Task item: Determine how many lines of the material below contain "note". Report only that figure.

*** Stored data Section Begins ***

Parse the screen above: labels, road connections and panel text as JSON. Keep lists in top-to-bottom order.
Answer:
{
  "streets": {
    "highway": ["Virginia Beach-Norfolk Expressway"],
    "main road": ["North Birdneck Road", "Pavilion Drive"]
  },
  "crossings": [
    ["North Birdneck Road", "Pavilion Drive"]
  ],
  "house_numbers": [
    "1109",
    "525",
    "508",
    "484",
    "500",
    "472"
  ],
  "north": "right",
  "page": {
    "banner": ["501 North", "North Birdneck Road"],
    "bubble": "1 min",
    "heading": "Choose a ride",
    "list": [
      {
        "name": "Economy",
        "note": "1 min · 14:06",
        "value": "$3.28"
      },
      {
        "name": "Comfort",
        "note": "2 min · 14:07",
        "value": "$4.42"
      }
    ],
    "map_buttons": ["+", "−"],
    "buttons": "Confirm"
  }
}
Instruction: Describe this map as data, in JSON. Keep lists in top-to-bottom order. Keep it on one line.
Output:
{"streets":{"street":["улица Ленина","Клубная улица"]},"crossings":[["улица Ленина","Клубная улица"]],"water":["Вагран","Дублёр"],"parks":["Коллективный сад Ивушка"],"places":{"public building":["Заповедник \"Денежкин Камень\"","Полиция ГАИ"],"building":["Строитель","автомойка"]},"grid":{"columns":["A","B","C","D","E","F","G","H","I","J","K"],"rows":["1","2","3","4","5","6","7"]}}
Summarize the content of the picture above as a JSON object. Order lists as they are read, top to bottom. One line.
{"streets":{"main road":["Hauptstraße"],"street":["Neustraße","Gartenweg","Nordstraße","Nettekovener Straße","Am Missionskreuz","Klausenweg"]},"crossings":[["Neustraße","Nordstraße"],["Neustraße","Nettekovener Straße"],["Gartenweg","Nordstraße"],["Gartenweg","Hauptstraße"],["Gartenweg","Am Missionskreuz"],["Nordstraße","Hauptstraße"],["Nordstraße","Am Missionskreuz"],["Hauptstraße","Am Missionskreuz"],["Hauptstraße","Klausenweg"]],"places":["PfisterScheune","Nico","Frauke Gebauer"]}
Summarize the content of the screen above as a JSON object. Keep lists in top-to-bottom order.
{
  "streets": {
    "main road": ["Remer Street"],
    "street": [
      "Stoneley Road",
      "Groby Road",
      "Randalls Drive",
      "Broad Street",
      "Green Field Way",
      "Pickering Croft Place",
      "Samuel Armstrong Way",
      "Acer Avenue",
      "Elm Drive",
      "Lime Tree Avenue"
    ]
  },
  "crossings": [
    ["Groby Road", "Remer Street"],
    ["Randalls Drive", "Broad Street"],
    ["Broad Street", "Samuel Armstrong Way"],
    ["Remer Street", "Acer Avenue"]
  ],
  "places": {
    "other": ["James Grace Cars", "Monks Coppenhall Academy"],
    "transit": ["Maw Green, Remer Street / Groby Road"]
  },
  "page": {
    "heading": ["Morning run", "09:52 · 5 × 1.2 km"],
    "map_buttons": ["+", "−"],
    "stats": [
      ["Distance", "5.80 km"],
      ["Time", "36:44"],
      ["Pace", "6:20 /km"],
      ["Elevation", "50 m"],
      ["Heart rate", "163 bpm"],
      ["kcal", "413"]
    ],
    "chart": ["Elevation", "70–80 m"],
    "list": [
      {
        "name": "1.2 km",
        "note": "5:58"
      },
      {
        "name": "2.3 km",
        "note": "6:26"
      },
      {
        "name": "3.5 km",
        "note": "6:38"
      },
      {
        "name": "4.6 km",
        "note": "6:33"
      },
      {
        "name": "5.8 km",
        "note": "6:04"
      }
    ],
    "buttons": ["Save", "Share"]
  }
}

*** Stored data Section Ends ***

Your response: 7